In a city that averages about one slaying a day, Los Angeles hasn't seen a homicide in eight days, continuing a decline in crime for the year, according to figures from the L.A. Police Department.
The most recent homicide in the city occurred Oct. 8 and was the 217th this year. Homicides are down 9% from the same period in 2012, a drop of 21 killings.
Det. Kelle Baitx, who has investigated homicides with LAPD's Newton Division for more than two decades, said he was surprised to hear that the city hadn't seen a homicide for an eight-day stretch.
"It's slow here," he said. "It's slow everywhere now."

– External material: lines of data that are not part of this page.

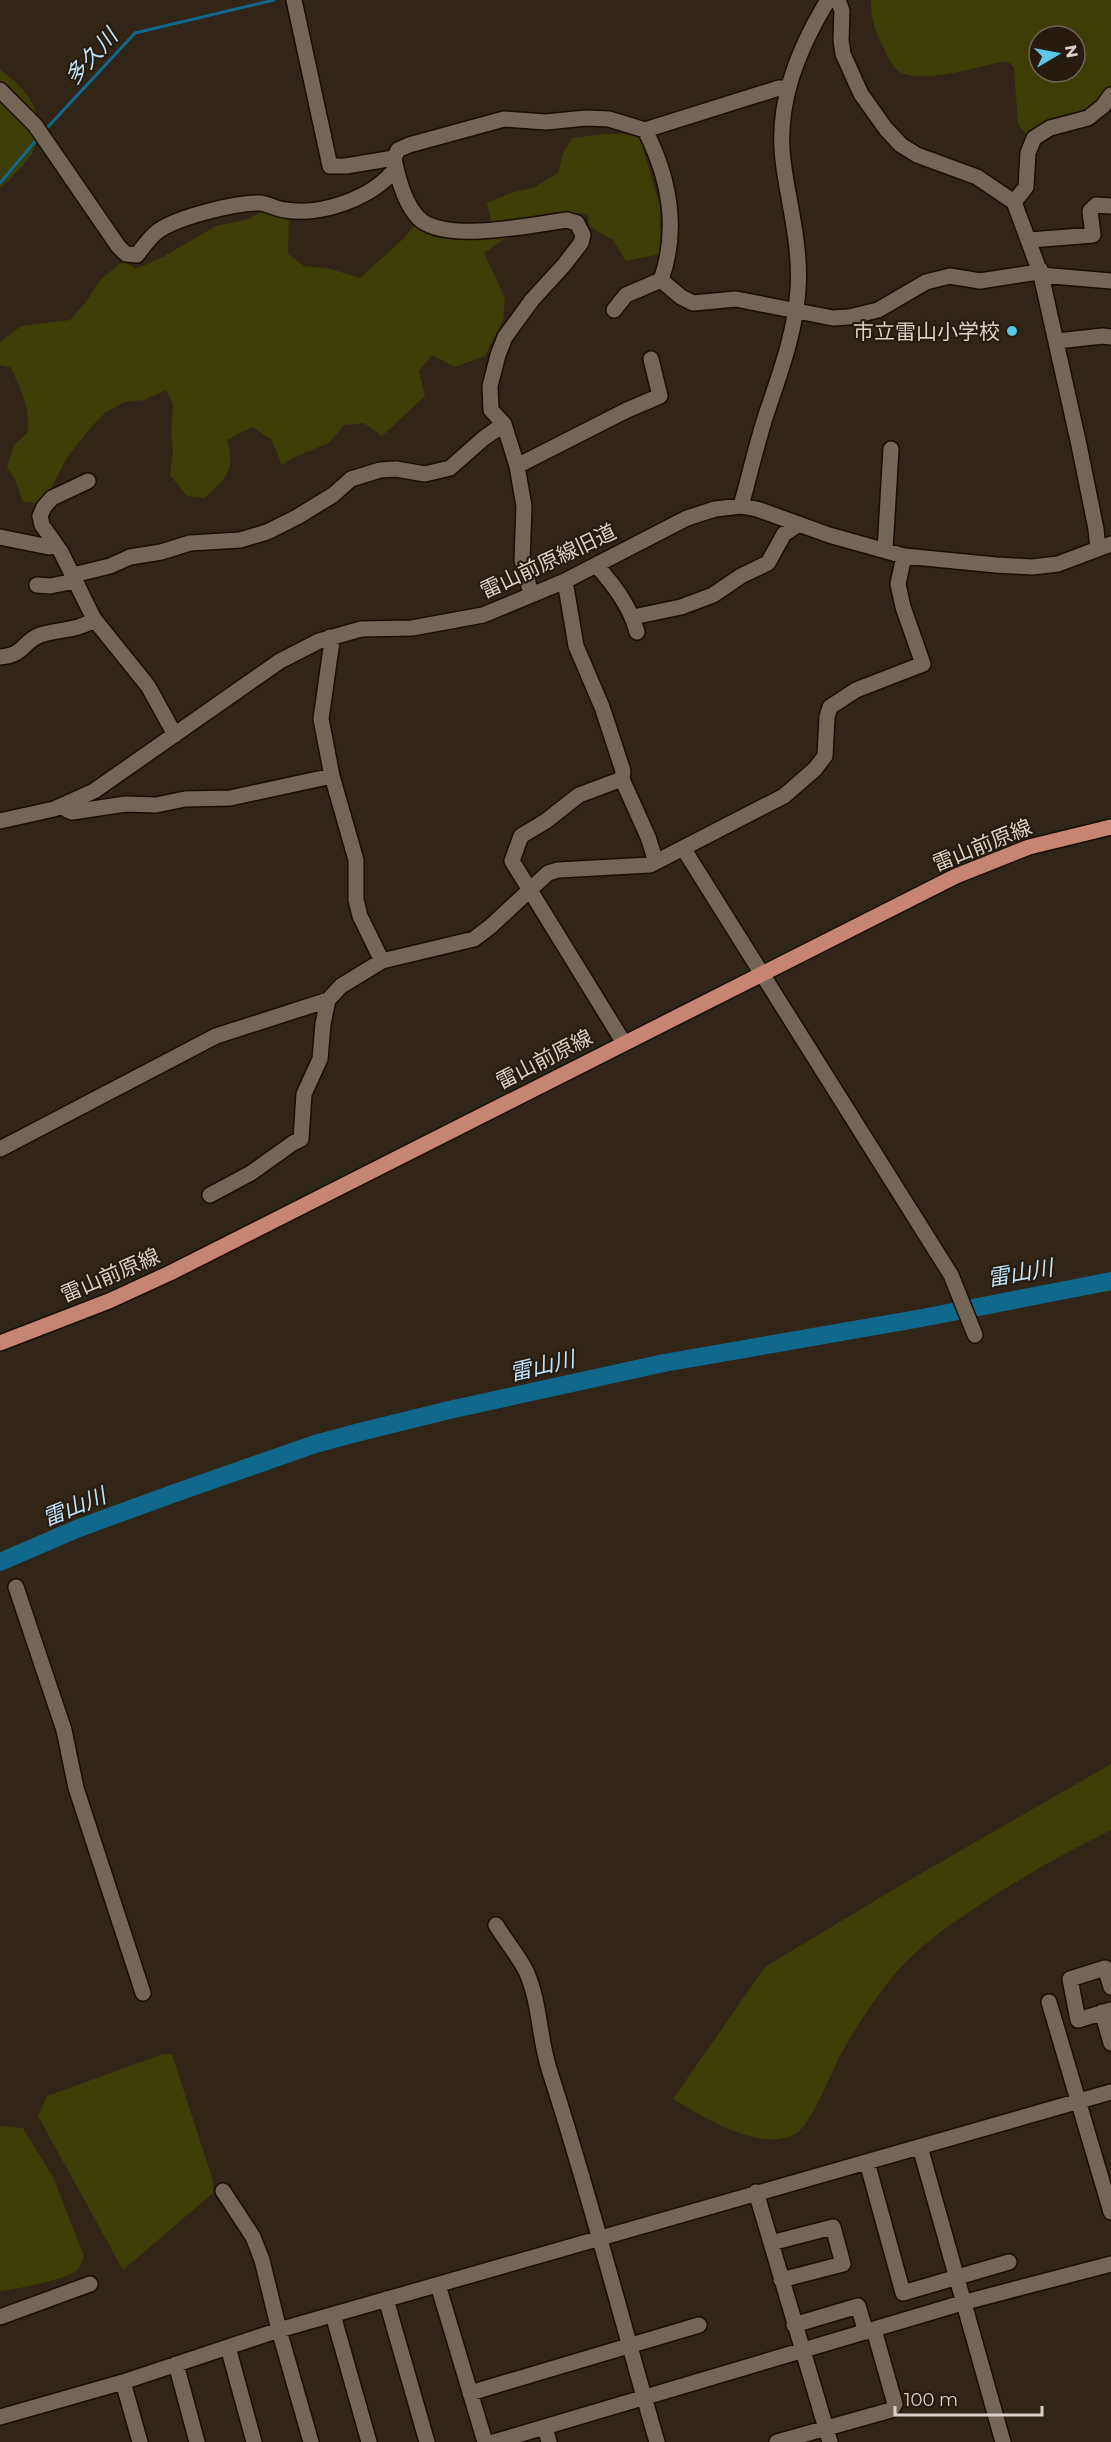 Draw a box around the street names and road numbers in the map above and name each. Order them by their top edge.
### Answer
street label: 雷山前原線旧道 [476,519,620,603]
street label: 雷山前原線 [929,814,1035,876]
street label: 雷山前原線 [492,1024,596,1094]
street label: 雷山前原線 [57,1243,163,1307] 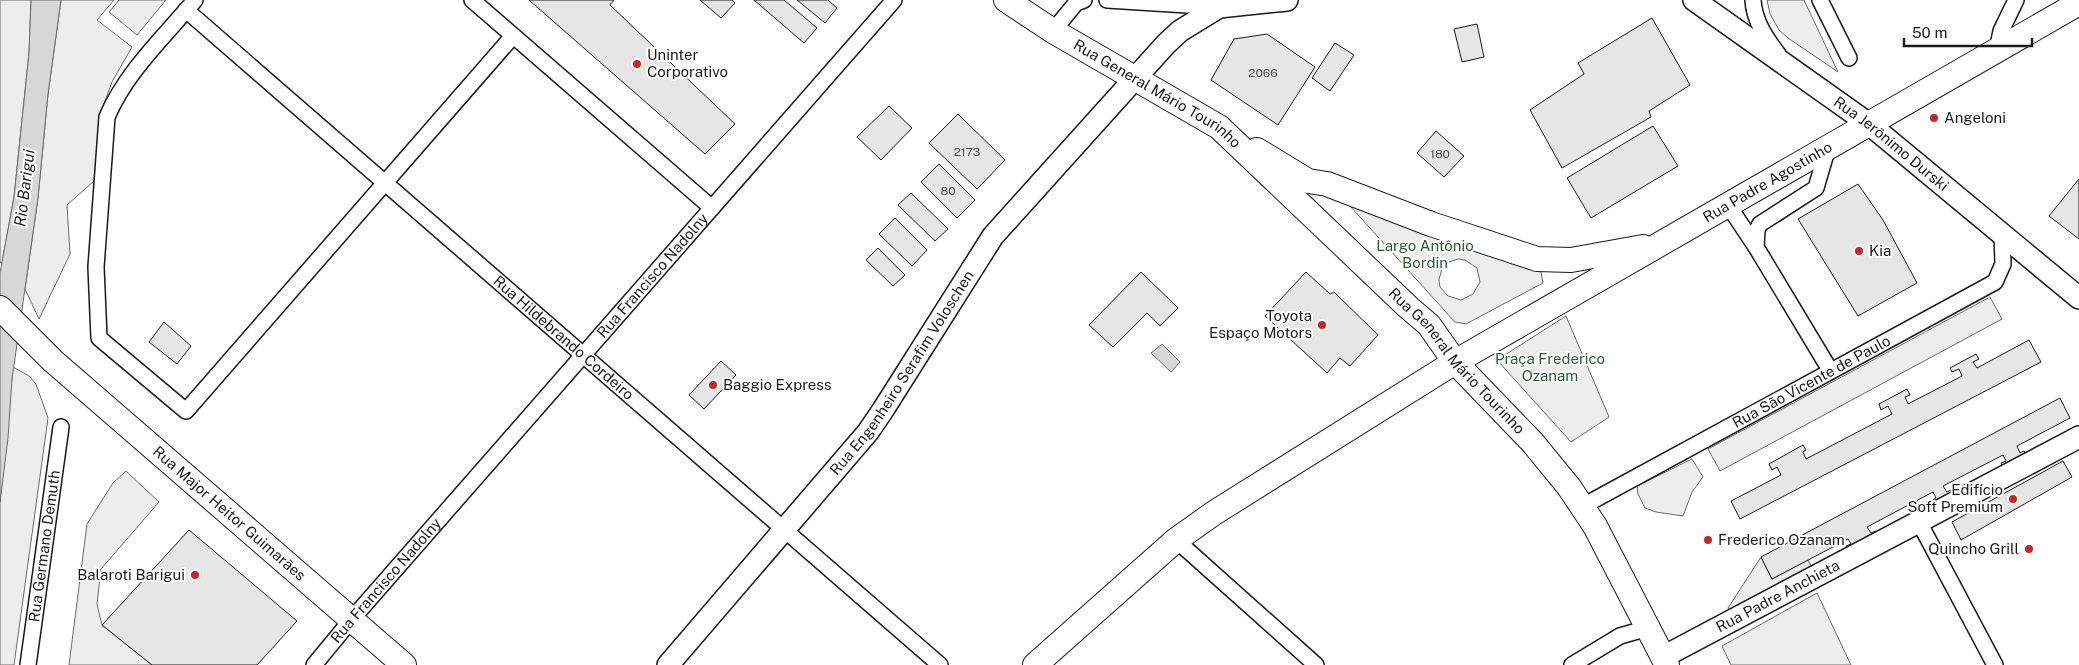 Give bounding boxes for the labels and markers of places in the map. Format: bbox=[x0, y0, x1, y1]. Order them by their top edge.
place label: Uninter Corporativo bbox=[647, 46, 728, 80]
marker: Uninter Corporativo bbox=[631, 58, 643, 70]
place label: Angeloni bbox=[1944, 109, 2006, 126]
marker: Angeloni bbox=[1928, 112, 1940, 124]
place label: Kia bbox=[1869, 242, 1891, 259]
marker: Kia bbox=[1853, 245, 1865, 257]
place label: Toyota Espaço Motors bbox=[1209, 307, 1312, 341]
marker: Toyota Espaço Motors bbox=[1316, 319, 1328, 331]
place label: Baggio Express bbox=[723, 376, 831, 393]
marker: Baggio Express bbox=[707, 379, 719, 391]
place label: Edifício Soft Premium bbox=[1908, 481, 2003, 515]
marker: Edifício Soft Premium bbox=[2007, 493, 2019, 505]
place label: Frederico Ozanam bbox=[1718, 531, 1845, 548]
marker: Frederico Ozanam bbox=[1702, 534, 1714, 546]
place label: Quincho Grill bbox=[1928, 540, 2019, 557]
marker: Quincho Grill bbox=[2023, 543, 2035, 555]
place label: Balaroti Barigui bbox=[77, 566, 185, 583]
marker: Balaroti Barigui bbox=[189, 569, 201, 581] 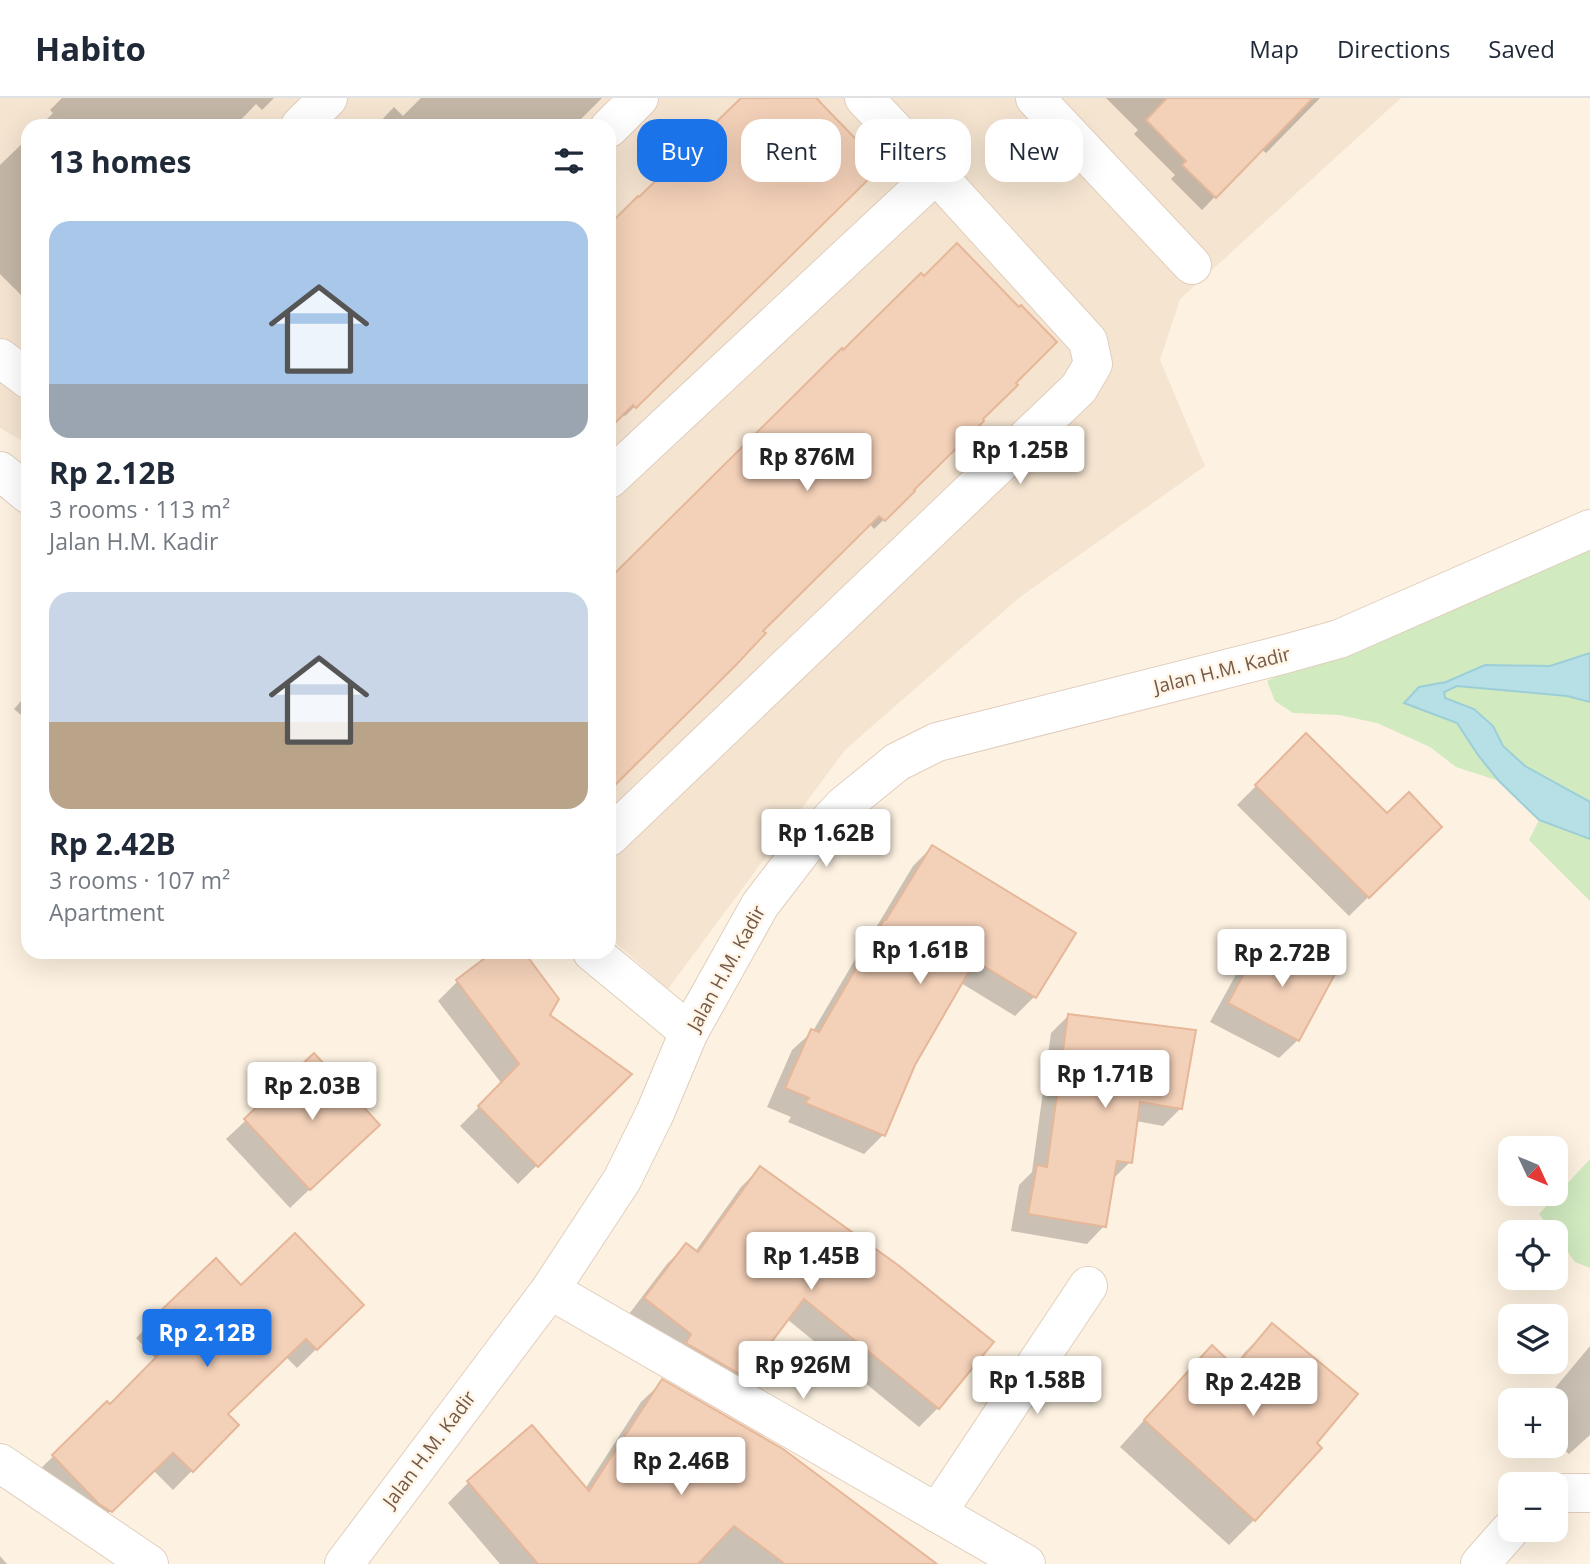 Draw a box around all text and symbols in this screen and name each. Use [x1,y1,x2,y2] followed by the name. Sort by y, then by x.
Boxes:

He said last year, the division saw a record low of 16 homicides, a stark difference from the 1990s, when he said the division would handle more than 100 killings a year.
"That was just the nature of the beast," he said. "And now, obviously over the last 10 years, things have slowed down."
In the southern portion of Los Angeles, which includes the Southeast, Southwest and 77th Street patrol areas, the homicide count is up by nine from the 89 killings reported at the same time last year, Det. Sal LaBarbera said. The division handles about 40% of the city's homicides.
"Now, we get these little upticks," he said. "Even though they're up, everything is still so far down."
Although lower homicide numbers have almost become a norm, talk of a homicide-free stretch is almost taboo because of some detectives' superstitious natures, LaBarbera said.
“Yes, it’s been some time, but we try not to talk about it,” he said.